In the present case, unlike in Garner, there is no question that section 3-3-5(f) on its face, or in its operation pursuant to its binding regulation (see 20 Ill. Adm.Code § 1610. 100(a)(2)), does not create a significant risk of increasing Hill's incarceration. Fletcher correctly concluded, as a matter of law, that section 3-3-5(f) of the Unified Code of Corrections does not violate the ex post facto clauses of the federal and Illinois Constitutions. Fletcher remains consistent with federal law. Accordingly, the circuit court's dismissal of Hill's ex post facto claims was not erroneous.
For the foregoing reasons, the judgment of the appellate court is affirmed.

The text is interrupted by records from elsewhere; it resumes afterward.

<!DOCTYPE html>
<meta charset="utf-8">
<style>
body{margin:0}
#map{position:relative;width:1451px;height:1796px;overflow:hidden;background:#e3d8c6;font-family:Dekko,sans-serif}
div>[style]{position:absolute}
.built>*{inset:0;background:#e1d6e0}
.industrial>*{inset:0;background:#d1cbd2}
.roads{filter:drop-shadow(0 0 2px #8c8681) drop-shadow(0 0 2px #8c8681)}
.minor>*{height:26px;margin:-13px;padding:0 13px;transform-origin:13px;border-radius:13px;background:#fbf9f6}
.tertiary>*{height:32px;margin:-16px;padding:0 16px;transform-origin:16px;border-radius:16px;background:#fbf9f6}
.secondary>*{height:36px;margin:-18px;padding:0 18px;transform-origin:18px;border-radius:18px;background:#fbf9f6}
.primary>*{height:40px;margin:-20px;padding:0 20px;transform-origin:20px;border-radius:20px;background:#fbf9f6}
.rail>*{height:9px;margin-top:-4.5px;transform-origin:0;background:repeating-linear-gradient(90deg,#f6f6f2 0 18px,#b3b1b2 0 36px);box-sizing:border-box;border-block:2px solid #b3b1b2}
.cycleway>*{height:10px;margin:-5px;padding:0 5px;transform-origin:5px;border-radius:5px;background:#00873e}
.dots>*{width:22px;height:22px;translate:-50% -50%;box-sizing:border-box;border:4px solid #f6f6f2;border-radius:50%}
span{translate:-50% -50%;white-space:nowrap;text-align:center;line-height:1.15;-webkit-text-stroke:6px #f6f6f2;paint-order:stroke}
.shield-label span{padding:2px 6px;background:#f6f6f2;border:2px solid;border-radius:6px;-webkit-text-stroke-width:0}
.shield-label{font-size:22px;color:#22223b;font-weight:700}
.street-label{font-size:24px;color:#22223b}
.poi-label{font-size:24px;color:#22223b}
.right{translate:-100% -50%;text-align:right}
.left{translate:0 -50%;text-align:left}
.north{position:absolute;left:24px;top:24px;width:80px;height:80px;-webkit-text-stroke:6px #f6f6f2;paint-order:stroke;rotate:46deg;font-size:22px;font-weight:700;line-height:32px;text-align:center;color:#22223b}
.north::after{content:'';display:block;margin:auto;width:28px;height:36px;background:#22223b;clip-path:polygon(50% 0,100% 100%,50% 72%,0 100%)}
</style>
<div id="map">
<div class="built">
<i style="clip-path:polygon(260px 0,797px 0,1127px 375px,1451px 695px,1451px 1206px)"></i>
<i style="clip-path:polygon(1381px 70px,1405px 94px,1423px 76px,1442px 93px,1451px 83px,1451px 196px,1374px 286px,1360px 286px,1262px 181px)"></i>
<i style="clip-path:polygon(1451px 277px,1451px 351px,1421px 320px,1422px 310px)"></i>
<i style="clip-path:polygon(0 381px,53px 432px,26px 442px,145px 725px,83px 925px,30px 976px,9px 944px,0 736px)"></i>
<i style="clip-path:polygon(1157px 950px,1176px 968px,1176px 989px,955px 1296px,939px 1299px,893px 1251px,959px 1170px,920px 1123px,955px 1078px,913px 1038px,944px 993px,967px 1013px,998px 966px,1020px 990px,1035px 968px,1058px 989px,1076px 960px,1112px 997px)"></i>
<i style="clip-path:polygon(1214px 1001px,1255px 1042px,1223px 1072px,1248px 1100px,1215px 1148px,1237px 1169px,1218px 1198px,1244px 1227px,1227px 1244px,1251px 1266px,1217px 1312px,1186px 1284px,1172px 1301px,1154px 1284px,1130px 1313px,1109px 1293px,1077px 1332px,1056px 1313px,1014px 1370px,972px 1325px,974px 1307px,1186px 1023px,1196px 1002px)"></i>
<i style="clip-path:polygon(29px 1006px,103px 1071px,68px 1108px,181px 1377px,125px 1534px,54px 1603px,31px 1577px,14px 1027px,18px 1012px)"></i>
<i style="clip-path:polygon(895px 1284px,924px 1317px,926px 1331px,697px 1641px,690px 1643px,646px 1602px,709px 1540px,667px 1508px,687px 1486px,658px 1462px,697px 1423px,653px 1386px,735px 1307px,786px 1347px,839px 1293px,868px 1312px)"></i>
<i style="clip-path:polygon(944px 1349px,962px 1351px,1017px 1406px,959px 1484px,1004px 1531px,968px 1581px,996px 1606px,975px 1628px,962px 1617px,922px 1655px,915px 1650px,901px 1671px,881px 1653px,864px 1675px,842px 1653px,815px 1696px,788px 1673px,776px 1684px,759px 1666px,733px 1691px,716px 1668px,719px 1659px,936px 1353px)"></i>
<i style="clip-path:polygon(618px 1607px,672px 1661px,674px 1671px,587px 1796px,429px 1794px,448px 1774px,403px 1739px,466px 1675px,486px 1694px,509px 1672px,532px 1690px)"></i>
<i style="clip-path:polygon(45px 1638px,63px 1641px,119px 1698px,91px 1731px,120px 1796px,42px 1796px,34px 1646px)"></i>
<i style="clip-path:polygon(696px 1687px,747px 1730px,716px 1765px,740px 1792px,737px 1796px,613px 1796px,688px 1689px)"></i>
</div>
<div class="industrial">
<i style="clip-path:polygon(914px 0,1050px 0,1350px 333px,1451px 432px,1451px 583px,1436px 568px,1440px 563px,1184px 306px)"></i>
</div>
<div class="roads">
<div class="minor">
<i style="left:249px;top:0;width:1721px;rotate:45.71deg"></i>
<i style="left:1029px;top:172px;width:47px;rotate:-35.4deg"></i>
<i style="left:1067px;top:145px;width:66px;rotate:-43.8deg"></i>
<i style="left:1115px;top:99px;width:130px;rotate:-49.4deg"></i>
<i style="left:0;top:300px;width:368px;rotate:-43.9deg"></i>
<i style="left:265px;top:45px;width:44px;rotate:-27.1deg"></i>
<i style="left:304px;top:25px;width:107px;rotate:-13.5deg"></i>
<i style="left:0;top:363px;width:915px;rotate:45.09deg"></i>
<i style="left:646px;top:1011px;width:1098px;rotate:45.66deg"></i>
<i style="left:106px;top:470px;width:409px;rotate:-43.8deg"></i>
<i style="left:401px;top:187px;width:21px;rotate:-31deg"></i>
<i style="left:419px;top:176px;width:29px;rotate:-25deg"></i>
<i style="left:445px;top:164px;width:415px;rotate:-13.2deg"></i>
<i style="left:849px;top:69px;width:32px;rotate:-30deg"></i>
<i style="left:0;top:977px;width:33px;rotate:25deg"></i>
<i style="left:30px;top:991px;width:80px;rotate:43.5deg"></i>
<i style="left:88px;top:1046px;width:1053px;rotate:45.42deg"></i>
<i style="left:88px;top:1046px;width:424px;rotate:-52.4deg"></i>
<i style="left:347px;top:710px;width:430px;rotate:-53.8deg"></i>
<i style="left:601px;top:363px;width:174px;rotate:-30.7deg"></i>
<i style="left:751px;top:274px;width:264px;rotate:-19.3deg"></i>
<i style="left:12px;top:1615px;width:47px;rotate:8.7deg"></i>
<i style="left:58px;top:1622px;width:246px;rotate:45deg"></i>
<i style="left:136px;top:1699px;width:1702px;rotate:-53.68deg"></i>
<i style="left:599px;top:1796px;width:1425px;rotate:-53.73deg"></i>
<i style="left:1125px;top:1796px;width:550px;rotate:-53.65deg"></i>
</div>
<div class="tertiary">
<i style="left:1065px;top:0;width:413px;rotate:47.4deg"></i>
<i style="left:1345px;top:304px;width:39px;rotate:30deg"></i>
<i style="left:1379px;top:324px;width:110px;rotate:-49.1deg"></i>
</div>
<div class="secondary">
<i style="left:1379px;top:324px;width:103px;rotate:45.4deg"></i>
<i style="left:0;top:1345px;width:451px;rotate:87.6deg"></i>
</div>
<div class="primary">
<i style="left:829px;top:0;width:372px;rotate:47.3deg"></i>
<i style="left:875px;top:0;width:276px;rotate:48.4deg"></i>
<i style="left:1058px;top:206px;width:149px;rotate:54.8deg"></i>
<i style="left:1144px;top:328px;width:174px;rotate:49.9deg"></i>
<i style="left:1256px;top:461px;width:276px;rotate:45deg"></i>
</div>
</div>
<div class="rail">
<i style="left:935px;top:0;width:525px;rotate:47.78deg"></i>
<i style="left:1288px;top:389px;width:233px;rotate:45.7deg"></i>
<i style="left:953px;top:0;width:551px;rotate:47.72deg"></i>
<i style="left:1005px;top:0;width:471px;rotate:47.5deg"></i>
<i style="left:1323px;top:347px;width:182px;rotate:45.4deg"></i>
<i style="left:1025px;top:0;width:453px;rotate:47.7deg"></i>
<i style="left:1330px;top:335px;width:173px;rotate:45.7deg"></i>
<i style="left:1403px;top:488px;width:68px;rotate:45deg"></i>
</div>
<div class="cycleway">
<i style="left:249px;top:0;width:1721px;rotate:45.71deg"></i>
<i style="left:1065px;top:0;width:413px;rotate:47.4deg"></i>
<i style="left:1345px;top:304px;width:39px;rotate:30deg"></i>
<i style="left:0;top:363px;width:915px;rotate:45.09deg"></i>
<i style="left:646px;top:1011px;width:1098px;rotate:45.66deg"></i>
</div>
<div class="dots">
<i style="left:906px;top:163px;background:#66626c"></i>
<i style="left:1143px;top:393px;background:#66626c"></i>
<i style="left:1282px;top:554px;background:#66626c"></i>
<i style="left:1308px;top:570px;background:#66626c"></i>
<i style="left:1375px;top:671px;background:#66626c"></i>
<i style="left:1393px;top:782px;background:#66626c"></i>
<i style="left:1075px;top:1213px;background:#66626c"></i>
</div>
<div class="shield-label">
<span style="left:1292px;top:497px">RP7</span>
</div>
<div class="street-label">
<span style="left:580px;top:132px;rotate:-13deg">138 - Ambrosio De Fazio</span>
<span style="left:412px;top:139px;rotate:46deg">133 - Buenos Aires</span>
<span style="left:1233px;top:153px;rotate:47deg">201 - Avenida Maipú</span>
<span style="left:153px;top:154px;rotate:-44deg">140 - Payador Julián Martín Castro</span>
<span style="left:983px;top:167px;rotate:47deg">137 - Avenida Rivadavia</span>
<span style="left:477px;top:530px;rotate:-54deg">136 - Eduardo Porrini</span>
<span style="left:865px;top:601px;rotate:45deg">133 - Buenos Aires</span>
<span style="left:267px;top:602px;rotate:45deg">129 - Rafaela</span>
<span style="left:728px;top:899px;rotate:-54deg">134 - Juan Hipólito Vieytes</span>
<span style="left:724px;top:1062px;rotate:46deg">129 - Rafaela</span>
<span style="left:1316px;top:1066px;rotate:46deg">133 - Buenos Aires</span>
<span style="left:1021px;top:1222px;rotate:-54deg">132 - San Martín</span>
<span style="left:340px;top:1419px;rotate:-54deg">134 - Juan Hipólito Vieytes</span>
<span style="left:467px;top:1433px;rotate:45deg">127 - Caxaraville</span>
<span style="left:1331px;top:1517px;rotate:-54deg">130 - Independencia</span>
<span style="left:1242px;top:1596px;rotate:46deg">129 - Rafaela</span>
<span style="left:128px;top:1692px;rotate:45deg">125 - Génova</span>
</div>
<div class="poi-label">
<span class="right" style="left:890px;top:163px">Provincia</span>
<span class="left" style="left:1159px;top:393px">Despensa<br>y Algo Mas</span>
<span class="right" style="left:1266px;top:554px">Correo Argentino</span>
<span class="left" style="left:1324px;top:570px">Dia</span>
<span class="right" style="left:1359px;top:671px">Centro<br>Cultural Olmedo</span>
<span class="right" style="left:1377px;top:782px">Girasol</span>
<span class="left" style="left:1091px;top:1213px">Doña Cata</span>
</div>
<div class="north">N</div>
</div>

1. In 1981, the provision read in pertinent part:“In its decision, the Board shall set the person's time for parole, or if it denies parole it shall provide for a rehearing not more than 12 months from the date of denial, however, the Board, on its own motion, may provide for a rehearing for an individual more frequently than once every 12 months or less frequently than once every 12 months but no less frequently than once every 3 years.” Ill.Rev.Stat.1981, ch. 38, par. 1003-3-5(f).In 1983, the section provided in pertinent part: “[I]f [the Board] denies parole it shall provide for a rehearing not less frequently than once every 3 years.” Ill.Rev.Stat.1983, ch. 38, par. 1003-3-5(f). By 1988, the provision provided in pertinent part:“[I]f [the Board] denies parole it shall provide for a rehearing not less frequently than once every 3 years. The Board may, after denying parole to a person originally sentenced or who became eligible for parole between January 1, 1973 and September 30, 1977, schedule a rehearing no later than 3 years from the date of the parole denial, if the Board finds that it is not reasonable to expect that parole would be granted at a hearing prior to the scheduled rehearing date.” Ill.Rev.Stat.1989, ch. 38, par. 1003-3-5(f).
Justice FREEMAN delivered the judgment of the court, with opinion.
Chief Justice KILBRIDE and Justices THOMAS, GARMAN, KARMEIER, BURKE, and THEIS concurred in the judgment and opinion.